I’m at the Reykjavík home of Damon Albarn of Blur and Gorillaz fame, sitting in his living room—an enormous space whose defining feature is the window spanning the entirety of one wall, offering a view of a more untouched part of Reykjavík harbour: black sand beaches, a small nearby island, the imposing figure of Mt. Esja rising into the clouds, and the expanse of slate-grey water that stretches to the horizon. Standing just inches from the window is an upright piano, its back to the breathtaking panorama.
It’s in this room where Albarn’s newest album, ‘The Nearer The Fountain, More Pure The Stream Flows’, was composed. In fact, the view itself guides the harmonies and melodies on this album in a novel way.
“I’ve spent years just sitting at the piano and staring,” Damon says. “Once you start it’s like—,” he begins, but is suddenly distracted by the view from the window. “Oh my god, there’s a rainbow, there’s everything.”
He stands, picks up his tablet, and walks to the window to take some photos of the rainbow in question, singing softly as he does: “Rainbooooow… rainbowwwww!” I remark that it’s admirable he hasn’t grown jaded to this country’s features after more than 20 years of making Iceland a part of his life.
“It’s hard to get jaded to that,” he says, gesturing to the window. “It’s volatile. And the mood—it’s just crazy.”
Over the course of our conversation, Damon talks about how this view inspired his new album, his views on social justice, and how he fell in love with Iceland.
Flying over black sand beaches
“I had a very specific introduction to Iceland,” Damon says. “I used to have a recurring dream as a child, of flying over black sand. It wasn’t connected to anything, but I would always find myself, at night, in my dreams, flying over black sand. I kept having that dream for a long time. Then I became a young adult and forgot about the dream for a bit. Much later I was lying in a hotel room somewhere, on tour, and watched a National Geographic programme that happened to be about Iceland. Suddenly, I realised that Iceland was full of black sand beaches.”
The timing of making this connection was fortuitous for Damon, as the experience of fame was beginning to take its toll.
“It was at a moment in my life where I’d become far more famous than I’d ever anticipated or even imagined,” he says. “It gets beyond a point where your imagination can go, it becomes deeply psychological, its effect on you. It dawns on you that this is not straightforward, and it’s not the thing that you imagined as a kid, religiously watching Top Of The Pops. It’s way more than that, and way darker than that. I felt I needed to get out somewhere where no one would know me.”
This led to his first trip to Iceland, with a typewriter and guitar in tow, and re-connecting with the only person he knew in the country: musician, visual artist and former Sugarcubes vocalist Einar Örn Benediktsson, whom he previously met in Boston. Damon describes Einar as “my guide, really, into the world of Reykjavík.” The two soon became fast friends, and Damon began frequenting the downtown pub Kaffibarinn, which he would later, and temporarily, become part owner of. During this time, Damon fell hard for Iceland.
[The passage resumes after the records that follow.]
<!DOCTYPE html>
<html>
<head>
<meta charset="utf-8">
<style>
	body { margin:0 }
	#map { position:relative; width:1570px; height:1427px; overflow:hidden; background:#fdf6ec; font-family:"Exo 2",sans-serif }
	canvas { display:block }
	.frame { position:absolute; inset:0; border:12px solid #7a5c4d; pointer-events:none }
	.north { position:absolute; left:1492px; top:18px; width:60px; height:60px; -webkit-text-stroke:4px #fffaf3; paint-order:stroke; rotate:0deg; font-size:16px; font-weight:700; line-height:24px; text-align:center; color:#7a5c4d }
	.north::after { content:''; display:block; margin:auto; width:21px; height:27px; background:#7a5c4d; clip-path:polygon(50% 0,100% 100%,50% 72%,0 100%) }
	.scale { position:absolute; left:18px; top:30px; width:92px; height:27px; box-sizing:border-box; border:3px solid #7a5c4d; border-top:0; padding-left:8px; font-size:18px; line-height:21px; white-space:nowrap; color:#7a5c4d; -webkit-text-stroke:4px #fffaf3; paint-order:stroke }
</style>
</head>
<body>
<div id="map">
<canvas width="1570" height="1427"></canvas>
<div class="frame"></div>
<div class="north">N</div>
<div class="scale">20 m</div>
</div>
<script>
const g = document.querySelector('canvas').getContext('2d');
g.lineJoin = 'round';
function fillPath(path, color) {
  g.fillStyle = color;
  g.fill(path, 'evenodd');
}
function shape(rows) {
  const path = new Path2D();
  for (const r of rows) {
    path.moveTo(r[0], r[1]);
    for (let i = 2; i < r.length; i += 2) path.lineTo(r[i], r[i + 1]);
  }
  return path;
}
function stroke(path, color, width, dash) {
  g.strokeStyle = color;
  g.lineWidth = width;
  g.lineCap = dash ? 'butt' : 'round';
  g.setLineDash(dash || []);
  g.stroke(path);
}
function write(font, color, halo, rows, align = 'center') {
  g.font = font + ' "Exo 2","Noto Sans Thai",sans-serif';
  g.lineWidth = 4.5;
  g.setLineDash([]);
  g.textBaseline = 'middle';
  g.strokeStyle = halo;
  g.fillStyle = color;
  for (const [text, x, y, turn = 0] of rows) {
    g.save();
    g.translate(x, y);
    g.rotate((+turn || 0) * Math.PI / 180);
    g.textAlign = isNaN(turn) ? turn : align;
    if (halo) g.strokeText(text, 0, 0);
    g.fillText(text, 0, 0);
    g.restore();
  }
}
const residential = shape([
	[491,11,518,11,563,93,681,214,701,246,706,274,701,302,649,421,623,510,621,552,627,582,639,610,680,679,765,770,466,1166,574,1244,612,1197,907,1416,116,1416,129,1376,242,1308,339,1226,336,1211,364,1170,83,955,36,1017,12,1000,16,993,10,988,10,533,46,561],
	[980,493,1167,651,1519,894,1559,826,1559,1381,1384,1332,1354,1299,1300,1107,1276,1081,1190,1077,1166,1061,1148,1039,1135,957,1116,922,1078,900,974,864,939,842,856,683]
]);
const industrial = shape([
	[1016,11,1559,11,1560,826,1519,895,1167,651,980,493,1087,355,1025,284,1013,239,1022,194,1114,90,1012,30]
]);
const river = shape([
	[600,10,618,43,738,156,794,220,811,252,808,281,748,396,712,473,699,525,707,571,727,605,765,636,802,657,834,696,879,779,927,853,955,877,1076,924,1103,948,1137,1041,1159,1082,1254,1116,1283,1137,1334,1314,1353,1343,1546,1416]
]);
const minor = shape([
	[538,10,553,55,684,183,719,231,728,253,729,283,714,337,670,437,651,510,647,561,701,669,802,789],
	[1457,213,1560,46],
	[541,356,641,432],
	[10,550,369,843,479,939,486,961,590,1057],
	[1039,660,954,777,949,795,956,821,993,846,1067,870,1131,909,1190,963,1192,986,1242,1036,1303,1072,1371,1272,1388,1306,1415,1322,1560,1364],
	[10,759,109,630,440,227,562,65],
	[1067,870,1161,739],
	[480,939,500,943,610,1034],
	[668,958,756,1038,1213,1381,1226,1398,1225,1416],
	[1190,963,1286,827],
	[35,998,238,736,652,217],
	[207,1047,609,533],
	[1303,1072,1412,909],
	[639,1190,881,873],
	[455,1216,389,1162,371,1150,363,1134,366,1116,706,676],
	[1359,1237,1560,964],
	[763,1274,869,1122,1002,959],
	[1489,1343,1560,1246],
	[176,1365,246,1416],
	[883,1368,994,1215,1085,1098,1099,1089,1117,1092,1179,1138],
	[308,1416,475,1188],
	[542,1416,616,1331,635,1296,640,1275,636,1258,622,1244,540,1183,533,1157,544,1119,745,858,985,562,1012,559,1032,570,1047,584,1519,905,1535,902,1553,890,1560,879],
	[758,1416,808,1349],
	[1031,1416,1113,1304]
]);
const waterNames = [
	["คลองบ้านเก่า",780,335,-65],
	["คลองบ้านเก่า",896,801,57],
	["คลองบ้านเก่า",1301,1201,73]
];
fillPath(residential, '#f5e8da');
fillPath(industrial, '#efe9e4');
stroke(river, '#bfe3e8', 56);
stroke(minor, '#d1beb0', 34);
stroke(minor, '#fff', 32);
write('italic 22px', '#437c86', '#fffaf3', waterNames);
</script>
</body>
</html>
“I started waxing lyrical in every interview about how I’d found this place and how wonderful it was,” he says. “It spiraled out of control, really, and for 15 years after, there were huge amounts of people coming over just to go to my bar as one of the things they were going to do. That was a bit depressing, really, as I no longer had anything to do with that. I was only very briefly a co-owner of that place.”
Citizen Albarn
Earlier this year, Damon Albarn was granted Icelandic citizenship, some 24 years after first coming here. It’s something that he’s still quite excited about, as he eagerly shows me his Icelandic passport when I ask if he has one.
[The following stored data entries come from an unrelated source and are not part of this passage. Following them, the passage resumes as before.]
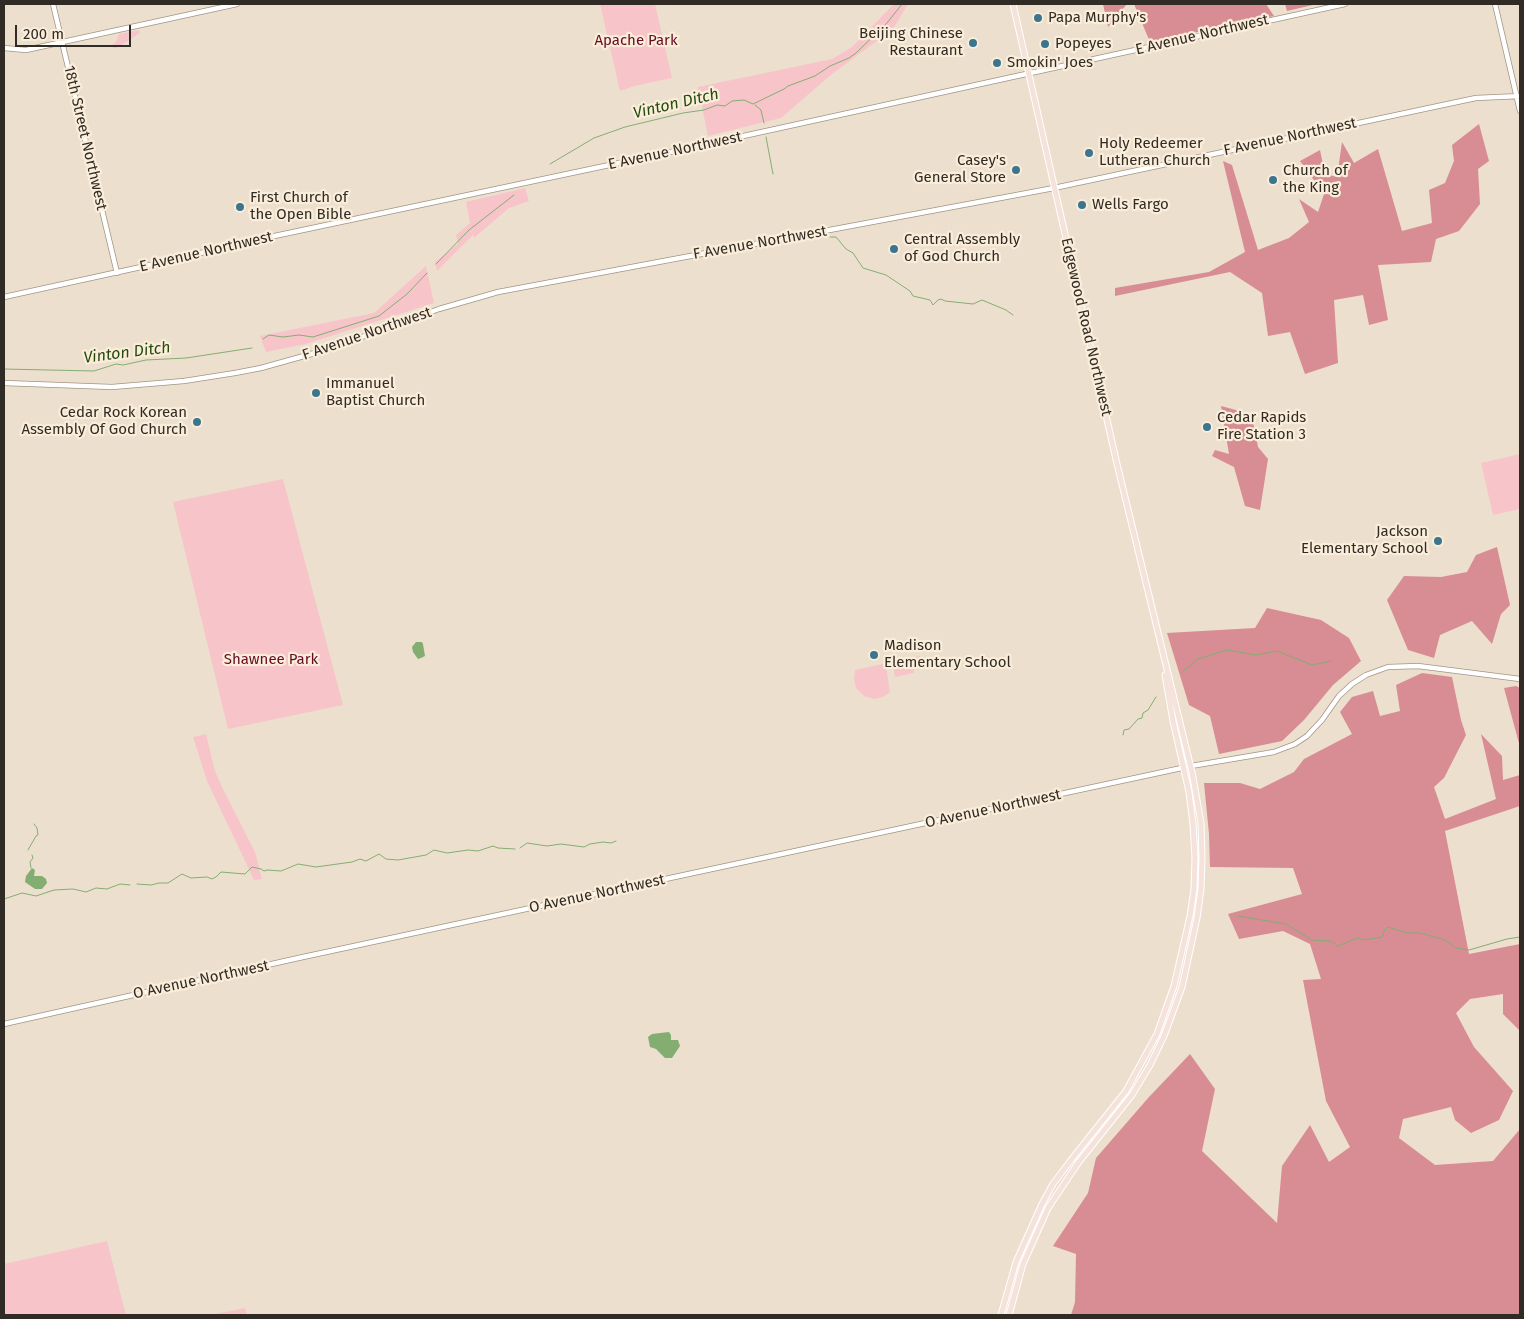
<!DOCTYPE html>
<html>
<head>
<meta charset="utf-8">
<style>
	body { margin:0 }
	#map { position:relative; width:1524px; height:1319px; overflow:hidden; background:#eddfcd; font-family:"Fira Sans",sans-serif }
	canvas { display:block }
	.frame { position:absolute; inset:0; border:5px solid #312b25; pointer-events:none }
	.scale { position:absolute; left:15px; top:25px; width:116px; height:22px; box-sizing:border-box; border:2px solid #312b25; border-top:0; padding-left:6px; font-size:15px; line-height:18px; white-space:nowrap; color:#312b25; -webkit-text-stroke:4px #faedda; paint-order:stroke }
</style>
</head>
<body>
<div id="map">
<canvas width="1524" height="1319"></canvas>
<div class="frame"></div>
<div class="scale">200 m</div>
</div>
<script>
const ctx = document.querySelector('canvas').getContext('2d');
ctx.lineJoin = 'round';
function paint(path, color) { ctx.fillStyle = color; ctx.fill(path, 'evenodd'); }
const poly = rows => new Path2D(rows.map(r => 'M' + r).join(''));
function trace(path, color, width, dash) { ctx.strokeStyle = color; ctx.lineWidth = width; ctx.lineCap = dash ? 'butt' : 'round'; ctx.setLineDash(dash || []); ctx.stroke(path); }
function label(font, color, halo, rows, align = 'center') {
  ctx.font = font + ' "Fira Sans",sans-serif'; ctx.lineWidth = 4.5; ctx.setLineDash([]); ctx.textBaseline = 'middle'; ctx.strokeStyle = halo; ctx.fillStyle = color; for (const [text, x, y, turn = 0] of rows) {
    ctx.save(); ctx.translate(x, y); ctx.rotate((+turn || 0) * Math.PI / 180); ctx.textAlign = isNaN(turn) ? turn : align; if (halo) ctx.strokeText(text, 0, 0); ctx.fillText(text, 0, 0); ctx.restore();
  }
}
const green = poly([
	[600,4,655,4,672,78,634,86,620,91],
	[894,4,908,4,893,29,832,74,781,118,708,136,698,87,832,59,852,47],
	[139,30,140,33,117,48,113,48,112,45,116,42,119,34],
	[525,188,529,201,509,208,474,238,473,235,437,271,435,262,458,244,456,235,470,223,466,202],
	[426,266,434,303,306,344,266,352,260,336,374,313],
	[1520,454,1520,509,1493,515,1481,463],
	[283,479,343,705,228,729,173,502],
	[920,656,922,668,914,670,914,673,895,677,892,661],
	[883,664,886,666,890,692,883,697,874,699,864,696,856,688,854,679,855,670],
	[206,734,215,771,222,787,255,852,262,879,254,880,207,781,193,737],
	[107,1241,126,1315,4,1315,4,1264],
	[245,1308,247,1315,210,1315]
]);
const forest = poly([
	[1103,4,1127,4,1108,27],
	[1134,4,1266,4,1274,16,1150,42],
	[1285,4,1317,4,1287,11],
	[1479,124,1489,161,1478,169,1480,204,1459,231,1436,239,1431,262,1378,265,1388,320,1369,325,1363,295,1334,300,1338,363,1305,374,1290,332,1268,336,1262,293,1230,272,1115,296,1115,288,1209,272,1245,252,1223,161,1232,165,1258,250,1289,238,1309,222,1299,199,1318,212,1324,194,1300,161,1320,150,1325,174,1337,177,1342,142,1354,163,1378,149,1402,231,1432,223,1429,190,1445,183,1454,161,1452,145],
	[1221,406,1236,410,1243,422,1253,422,1258,447,1268,459,1260,510,1245,506,1234,467,1212,456,1215,450,1229,454],
	[1497,547,1510,605,1501,614,1492,644,1472,621,1440,635,1434,658,1408,650,1387,600,1404,576,1441,577,1467,572,1476,555],
	[1267,608,1321,620,1349,638,1361,661,1333,685,1304,720,1282,741,1219,754,1210,716,1189,705,1167,633,1255,628],
	[1422,673,1452,677,1461,720,1466,735,1444,778,1434,787,1445,819,1496,799,1481,734,1502,756,1503,780,1520,775,1520,806,1445,831,1469,954,1520,944,1520,1031,1503,1014,1503,994,1470,999,1456,1013,1474,1047,1513,1091,1499,1120,1471,1133,1455,1120,1451,1107,1403,1119,1399,1138,1435,1165,1493,1161,1520,1129,1520,1315,1071,1315,1075,1302,1076,1254,1053,1246,1088,1193,1096,1158,1149,1097,1190,1054,1215,1089,1202,1151,1277,1223,1282,1166,1310,1125,1329,1162,1350,1147,1326,1101,1303,980,1321,979,1310,944,1283,931,1239,939,1228,914,1302,894,1293,868,1210,867,1209,834,1204,783,1240,783,1260,789,1294,772,1304,759,1352,734,1340,712,1352,697,1373,691,1380,716,1400,711,1396,685],
	[1516,686,1520,688,1520,747,1504,688]
]);
const water = poly([
	[416,642,422,642,423,644,425,656,421,658,418,659,413,652,412,647],
	[32,868,35,870,34,876,42,876,46,879,47,883,42,889,35,889,25,882,26,876],
	[669,1032,671,1035,671,1040,678,1040,680,1046,672,1058,665,1058,656,1049,650,1047,648,1037,652,1034]
]);
const stream = poly([
	[755,105,761,110,764,123],
	[766,137,773,174],
	[550,164,594,138,625,127,683,113,704,110,717,105,725,106,732,101,744,100,753,104,784,89,788,86,815,76,830,66,849,58,856,53,887,23,902,4],
	[830,237,836,237,846,249,853,253,863,268,886,275,910,291,913,296,930,300,933,305,938,300,941,299,945,301,973,304,982,300,1006,310,1013,315],
	[436,264,469,230,514,195],
	[263,339,269,335,283,337,299,335,313,337,379,316,407,294,427,273],
	[4,369,94,371,116,364,123,365,146,360,186,358,252,348],
	[1181,673,1198,659,1227,650,1256,655,1277,651,1312,665,1331,661],
	[1123,735,1124,730,1129,729,1138,719,1142,718,1143,713,1148,710,1156,697],
	[520,848,527,843,547,846,561,844,584,847,590,844,603,842,611,843,616,841],
	[28,850,36,836,38,835,37,828,34,824],
	[31,868,30,862,33,858,32,855],
	[137,884,151,885,159,883,168,883,182,874,191,878,207,877,212,879,216,877,221,872,245,874,252,867,261,869,264,871,267,870,281,871,298,864,316,867,352,862,360,859,366,861,379,854,386,859,398,860,426,855,434,850,447,853,468,850,478,851,493,846,498,848,515,849],
	[4,899,22,893,36,896,54,890,73,889,86,892,96,888,107,889,120,884,130,885],
	[1238,916,1286,924,1312,940,1331,941,1338,946,1357,938,1365,940,1382,937,1384,931,1388,927,1406,933,1420,933,1445,940,1456,948,1469,950,1507,939,1520,937]
]);
const secondary = poly([
	[53,4,117,273],
	[1495,4,1520,111],
	[4,48,26,50,237,4],
	[4,297,173,260,232,245,666,153,1345,4],
	[4,383,112,387,184,381,235,373,261,368,329,349,439,309,498,292,1054,188,1457,102,1476,98,1520,96],
	[4,1024,303,957,972,813,1191,766,1274,752,1295,744,1307,736,1322,720,1339,696,1352,684,1366,675,1388,667,1418,666,1520,679]
]);
const primary = poly([
	[1001,1315,1016,1262,1042,1204,1053,1184,1071,1160,1126,1091,1157,1034,1174,986,1190,916,1194,889,1195,858,1193,824,1189,792,1173,721,1165,675],
	[1009,1315,1023,1264,1048,1208,1078,1163,1132,1095,1150,1065,1164,1036,1182,987,1197,918,1201,889,1202,857,1201,823,1192,772,1117,464,1013,4]
]);
const markers = [
	[1038,18,5,"#3c758e"],
	[973,43,5,"#3c758e"],
	[1045,44,5,"#3c758e"],
	[997,63,5,"#3c758e"],
	[1089,153,5,"#3c758e"],
	[1016,170,5,"#3c758e"],
	[1273,180,5,"#3c758e"],
	[1082,205,5,"#3c758e"],
	[240,207,5,"#3c758e"],
	[894,249,5,"#3c758e"],
	[316,393,5,"#3c758e"],
	[197,422,5,"#3c758e"],
	[1207,427,5,"#3c758e"],
	[1438,541,5,"#3c758e"],
	[874,655,5,"#3c758e"]
];
const poiNames = [
	["Papa Murphy's",1048,18],
	["Beijing Chinese",963,34,"right"],
	["Restaurant",963,51,"right"],
	["Popeyes",1055,44],
	["Smokin' Joes",1007,63],
	["Holy Redeemer",1099,144],
	["Lutheran Church",1099,161],
	["Casey's",1006,161,"right"],
	["General Store",1006,178,"right"],
	["Church of",1283,171],
	["the King",1283,188],
	["First Church of",250,198],
	["the Open Bible",250,215],
	["Wells Fargo",1092,205],
	["Central Assembly",904,240],
	["of God Church",904,257],
	["Immanuel",326,384],
	["Baptist Church",326,401],
	["Cedar Rock Korean",187,413,"right"],
	["Assembly Of God Church",187,430,"right"],
	["Cedar Rapids",1217,418],
	["Fire Station 3",1217,435],
	["Jackson",1428,532,"right"],
	["Elementary School",1428,549,"right"],
	["Madison",884,646],
	["Elementary School",884,663]
];
const streetNames = [
	["E Avenue Northwest",1202,35,-13],
	["F Avenue Northwest",1290,137,-12],
	["18th Street Northwest",85,138,77],
	["E Avenue Northwest",675,151,-12],
	["F Avenue Northwest",760,243,-10],
	["E Avenue Northwest",206,252,-13],
	["Edgewood Road Northwest",1086,327,77],
	["F Avenue Northwest",367,334,-19],
	["O Avenue Northwest",993,809,-12],
	["O Avenue Northwest",597,894,-12],
	["O Avenue Northwest",201,980,-12]
];
const parkNames = [
	["Apache Park",636,41],
	["Shawnee Park",271,660]
];
const waterNames = [
	["Vinton Ditch",676,104,-13],
	["Vinton Ditch",127,353,-7]
];
paint(green, '#f7c5c9');
paint(forest, '#d88c93');
paint(water, '#84ad72');
trace(stream, '#84ad72', 1);
trace(secondary, '#a29585', 6);
trace(primary, '#fff', 7);
trace(secondary, '#fff', 4.5);
trace(primary, '#f4e2db', 5);
for (const [x, y, r, color] of markers) { const dot = new Path2D(); dot.arc(x, y, r, 0, 2 * Math.PI); ctx.fillStyle = color; ctx.fill(dot); trace(dot, '#faedda', 2); }
label('15px', '#312b25', '#faedda', poiNames, 'left');
label('15px', '#312b25', '#faedda', streetNames);
label('15px', '#680b24', '#faedda', parkNames);
label('italic 16px', '#244b0d', '#faedda', waterNames);
</script>
</body>
</html>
“What I’m really excited about is going back into the UK with this,” he says. “I only got this one. I didn’t bring my British one, just to see how far I could get with it. Going back to England, it’s going to be funny, because they always recognise me. They’re either going to think it’s cool or think I’m an asshole. Which is kind of how it is in my country.”
He pauses for a moment, reflecting on his home country.
“I’m not everyone’s cup of tea, but fuck ’em,” Damon says. “What you have to reconcile with yourself in life is that you’re not going to be able to please everyone all the time. It’s impossible. And if you are, you’re doing something terribly wrong. It used to hurt me so much when I was younger. ‘Why don’t they like me? I’m really good, I work really hard, and they’re so mean about me, certain people.’ Even when I’ve done something really good, they’re mean, and I know it’s because they just don’t like me.”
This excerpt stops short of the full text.